---------- THE INPUT

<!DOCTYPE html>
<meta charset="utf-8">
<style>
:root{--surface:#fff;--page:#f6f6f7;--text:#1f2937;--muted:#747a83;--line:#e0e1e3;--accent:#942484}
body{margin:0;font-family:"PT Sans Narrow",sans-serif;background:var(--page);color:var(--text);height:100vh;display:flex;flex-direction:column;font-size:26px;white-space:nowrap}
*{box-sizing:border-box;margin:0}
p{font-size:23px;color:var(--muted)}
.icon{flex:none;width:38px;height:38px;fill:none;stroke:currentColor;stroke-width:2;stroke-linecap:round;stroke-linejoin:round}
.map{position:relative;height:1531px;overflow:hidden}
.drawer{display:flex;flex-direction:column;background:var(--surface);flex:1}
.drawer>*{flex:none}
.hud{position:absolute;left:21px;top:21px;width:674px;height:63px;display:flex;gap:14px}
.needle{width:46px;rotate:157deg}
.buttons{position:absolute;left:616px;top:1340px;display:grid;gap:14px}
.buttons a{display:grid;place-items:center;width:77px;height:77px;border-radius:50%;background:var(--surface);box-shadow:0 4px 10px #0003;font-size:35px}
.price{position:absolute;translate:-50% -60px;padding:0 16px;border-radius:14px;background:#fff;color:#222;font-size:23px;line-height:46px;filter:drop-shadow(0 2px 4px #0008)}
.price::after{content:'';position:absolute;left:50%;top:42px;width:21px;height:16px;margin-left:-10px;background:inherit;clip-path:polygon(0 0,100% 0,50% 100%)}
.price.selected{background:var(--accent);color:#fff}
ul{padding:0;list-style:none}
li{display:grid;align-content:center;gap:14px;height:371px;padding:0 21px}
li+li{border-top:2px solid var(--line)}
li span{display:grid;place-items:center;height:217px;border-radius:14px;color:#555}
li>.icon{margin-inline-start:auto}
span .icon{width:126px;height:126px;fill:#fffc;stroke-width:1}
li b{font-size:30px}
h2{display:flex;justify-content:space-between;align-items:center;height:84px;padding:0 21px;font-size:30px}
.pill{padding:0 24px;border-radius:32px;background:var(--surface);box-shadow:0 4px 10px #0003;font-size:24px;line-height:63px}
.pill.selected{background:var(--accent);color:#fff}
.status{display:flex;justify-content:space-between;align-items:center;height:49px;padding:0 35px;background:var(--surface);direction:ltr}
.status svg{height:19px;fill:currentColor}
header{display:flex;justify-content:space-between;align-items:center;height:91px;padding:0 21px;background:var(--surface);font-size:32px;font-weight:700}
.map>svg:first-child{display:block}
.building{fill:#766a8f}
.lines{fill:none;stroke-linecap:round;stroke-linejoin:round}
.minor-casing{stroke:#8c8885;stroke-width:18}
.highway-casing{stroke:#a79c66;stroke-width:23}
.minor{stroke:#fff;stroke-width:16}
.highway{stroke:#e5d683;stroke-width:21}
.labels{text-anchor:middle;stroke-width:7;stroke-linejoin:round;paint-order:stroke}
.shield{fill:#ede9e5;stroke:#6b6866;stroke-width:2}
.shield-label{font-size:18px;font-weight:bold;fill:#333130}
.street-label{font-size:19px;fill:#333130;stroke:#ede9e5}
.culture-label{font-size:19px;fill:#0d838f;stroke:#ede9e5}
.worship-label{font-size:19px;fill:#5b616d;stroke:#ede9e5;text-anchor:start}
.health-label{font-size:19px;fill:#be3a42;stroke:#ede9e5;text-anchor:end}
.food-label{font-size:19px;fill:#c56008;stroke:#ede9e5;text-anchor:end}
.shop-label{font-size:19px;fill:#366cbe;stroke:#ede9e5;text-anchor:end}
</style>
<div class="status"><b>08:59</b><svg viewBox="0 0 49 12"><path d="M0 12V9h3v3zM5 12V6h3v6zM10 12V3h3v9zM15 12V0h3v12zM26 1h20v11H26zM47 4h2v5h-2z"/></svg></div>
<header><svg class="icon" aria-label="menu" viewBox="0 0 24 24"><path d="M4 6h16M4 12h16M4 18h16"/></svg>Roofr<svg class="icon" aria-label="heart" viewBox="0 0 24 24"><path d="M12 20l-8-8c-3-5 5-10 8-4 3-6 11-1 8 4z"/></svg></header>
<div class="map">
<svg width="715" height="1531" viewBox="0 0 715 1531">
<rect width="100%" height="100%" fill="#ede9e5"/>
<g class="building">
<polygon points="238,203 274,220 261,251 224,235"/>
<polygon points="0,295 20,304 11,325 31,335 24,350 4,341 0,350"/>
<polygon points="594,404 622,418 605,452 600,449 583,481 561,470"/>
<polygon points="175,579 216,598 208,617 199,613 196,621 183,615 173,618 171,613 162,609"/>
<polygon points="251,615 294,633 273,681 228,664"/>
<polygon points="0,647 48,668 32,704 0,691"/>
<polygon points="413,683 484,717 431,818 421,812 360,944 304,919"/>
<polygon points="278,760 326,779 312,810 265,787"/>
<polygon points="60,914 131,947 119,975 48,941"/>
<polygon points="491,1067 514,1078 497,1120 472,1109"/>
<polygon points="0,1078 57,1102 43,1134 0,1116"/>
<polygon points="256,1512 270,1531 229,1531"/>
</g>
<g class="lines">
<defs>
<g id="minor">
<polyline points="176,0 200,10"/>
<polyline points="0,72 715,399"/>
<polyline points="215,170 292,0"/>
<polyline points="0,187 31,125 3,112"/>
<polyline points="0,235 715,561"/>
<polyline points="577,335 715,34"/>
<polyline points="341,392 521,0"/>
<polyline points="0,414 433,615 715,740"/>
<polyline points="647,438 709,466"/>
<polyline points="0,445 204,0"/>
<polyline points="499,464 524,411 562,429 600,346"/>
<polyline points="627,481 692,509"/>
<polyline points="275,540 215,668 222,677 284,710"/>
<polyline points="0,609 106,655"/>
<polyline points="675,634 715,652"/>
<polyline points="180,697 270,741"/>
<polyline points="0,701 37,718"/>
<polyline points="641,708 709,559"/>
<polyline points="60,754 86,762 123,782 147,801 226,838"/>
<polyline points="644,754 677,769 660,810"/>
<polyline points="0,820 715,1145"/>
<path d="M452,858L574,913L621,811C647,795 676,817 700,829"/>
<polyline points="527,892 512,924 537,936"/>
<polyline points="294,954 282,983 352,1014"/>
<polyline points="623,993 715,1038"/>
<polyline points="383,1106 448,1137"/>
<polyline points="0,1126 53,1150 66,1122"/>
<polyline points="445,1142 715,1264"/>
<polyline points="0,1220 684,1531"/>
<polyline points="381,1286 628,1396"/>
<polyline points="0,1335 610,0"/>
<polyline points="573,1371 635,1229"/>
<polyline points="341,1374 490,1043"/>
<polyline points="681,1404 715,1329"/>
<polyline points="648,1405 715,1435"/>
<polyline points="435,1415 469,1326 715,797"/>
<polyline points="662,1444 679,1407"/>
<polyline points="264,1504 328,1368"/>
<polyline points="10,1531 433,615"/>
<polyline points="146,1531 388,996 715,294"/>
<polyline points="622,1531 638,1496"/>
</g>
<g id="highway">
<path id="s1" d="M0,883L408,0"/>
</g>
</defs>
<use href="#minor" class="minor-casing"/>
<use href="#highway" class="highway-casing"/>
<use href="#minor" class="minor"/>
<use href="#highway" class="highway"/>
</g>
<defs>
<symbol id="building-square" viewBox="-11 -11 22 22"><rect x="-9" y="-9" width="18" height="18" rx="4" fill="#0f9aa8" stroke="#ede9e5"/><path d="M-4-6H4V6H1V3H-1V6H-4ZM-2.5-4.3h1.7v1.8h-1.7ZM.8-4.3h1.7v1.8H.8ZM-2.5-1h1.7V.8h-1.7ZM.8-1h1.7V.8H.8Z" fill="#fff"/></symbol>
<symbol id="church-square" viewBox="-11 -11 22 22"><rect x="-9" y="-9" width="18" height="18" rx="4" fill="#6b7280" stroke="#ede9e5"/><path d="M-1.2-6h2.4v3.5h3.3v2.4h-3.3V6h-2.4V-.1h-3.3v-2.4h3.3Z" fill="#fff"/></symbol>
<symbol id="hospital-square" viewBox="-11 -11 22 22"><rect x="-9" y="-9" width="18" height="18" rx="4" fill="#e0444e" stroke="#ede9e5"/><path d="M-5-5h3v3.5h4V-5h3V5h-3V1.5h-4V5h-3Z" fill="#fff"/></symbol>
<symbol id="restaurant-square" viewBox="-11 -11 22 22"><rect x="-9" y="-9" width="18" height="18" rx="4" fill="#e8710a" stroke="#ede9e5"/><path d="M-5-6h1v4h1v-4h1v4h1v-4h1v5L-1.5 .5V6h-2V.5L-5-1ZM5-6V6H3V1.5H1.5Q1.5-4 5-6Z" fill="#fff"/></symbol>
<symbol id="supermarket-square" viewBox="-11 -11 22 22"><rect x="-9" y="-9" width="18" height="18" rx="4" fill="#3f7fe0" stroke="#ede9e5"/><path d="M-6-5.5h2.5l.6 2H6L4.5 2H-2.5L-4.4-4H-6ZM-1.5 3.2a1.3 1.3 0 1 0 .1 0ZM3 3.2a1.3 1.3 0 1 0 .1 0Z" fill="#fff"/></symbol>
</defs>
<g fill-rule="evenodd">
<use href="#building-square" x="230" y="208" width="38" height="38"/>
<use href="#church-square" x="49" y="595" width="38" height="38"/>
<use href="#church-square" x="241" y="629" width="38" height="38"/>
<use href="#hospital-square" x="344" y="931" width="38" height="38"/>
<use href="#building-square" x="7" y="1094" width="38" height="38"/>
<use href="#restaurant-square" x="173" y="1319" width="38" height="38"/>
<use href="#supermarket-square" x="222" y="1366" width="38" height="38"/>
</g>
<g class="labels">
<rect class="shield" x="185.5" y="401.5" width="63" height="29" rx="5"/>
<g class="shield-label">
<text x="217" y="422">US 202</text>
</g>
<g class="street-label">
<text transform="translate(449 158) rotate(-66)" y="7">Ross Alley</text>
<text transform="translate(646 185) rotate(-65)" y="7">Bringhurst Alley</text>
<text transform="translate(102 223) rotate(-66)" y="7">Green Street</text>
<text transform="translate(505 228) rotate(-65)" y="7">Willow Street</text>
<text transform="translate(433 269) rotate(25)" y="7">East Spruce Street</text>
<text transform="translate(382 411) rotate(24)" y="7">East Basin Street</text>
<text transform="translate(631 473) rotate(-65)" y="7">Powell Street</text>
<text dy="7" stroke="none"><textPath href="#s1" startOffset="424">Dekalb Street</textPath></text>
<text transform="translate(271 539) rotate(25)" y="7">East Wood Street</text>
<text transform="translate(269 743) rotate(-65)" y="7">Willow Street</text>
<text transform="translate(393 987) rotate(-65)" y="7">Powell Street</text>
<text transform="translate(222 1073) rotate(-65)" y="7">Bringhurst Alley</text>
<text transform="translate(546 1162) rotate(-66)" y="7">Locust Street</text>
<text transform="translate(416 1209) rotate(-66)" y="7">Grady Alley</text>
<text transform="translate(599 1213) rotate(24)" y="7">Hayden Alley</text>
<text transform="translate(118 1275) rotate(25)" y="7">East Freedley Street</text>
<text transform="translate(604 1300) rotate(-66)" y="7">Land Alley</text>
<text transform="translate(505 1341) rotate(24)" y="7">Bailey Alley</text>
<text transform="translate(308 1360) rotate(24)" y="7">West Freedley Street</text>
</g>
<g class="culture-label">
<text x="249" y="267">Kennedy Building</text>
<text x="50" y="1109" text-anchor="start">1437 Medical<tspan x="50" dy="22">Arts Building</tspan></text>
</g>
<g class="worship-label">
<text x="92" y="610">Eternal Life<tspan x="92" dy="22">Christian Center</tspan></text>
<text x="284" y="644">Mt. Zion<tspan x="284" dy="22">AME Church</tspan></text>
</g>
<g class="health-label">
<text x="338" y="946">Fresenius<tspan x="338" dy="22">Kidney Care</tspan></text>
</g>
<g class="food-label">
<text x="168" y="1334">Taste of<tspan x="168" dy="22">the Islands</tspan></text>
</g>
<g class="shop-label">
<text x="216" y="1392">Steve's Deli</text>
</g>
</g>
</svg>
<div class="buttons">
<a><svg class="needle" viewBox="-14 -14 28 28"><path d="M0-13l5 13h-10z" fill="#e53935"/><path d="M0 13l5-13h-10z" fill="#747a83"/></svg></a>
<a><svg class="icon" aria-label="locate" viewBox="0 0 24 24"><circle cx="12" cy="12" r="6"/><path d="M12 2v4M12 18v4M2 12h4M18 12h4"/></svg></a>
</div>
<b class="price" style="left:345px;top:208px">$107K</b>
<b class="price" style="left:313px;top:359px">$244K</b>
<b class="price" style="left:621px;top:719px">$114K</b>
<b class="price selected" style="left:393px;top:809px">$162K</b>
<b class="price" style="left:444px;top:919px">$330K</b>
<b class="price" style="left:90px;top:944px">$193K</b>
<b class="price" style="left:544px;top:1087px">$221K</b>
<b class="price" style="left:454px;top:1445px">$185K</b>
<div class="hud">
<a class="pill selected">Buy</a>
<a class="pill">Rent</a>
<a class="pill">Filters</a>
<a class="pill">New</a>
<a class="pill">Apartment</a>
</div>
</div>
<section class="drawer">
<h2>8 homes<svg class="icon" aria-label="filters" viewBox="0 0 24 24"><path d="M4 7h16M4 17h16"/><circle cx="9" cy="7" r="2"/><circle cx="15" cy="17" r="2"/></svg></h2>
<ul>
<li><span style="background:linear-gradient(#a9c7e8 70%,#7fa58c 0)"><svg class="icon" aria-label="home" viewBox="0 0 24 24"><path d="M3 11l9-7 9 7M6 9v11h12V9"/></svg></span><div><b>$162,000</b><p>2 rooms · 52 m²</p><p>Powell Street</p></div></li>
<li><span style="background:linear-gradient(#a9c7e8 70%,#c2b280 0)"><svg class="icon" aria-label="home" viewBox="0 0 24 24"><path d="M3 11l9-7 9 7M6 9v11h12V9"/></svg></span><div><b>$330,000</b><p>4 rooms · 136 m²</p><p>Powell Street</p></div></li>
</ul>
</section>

--------------------

■ ASSIGNED TASK ■
Whenever a line above contains "labels", copy that line.

■ YOUR SOLUTION ■
.labels{text-anchor:middle;stroke-width:7;stroke-linejoin:round;paint-order:stroke}
<g class="labels">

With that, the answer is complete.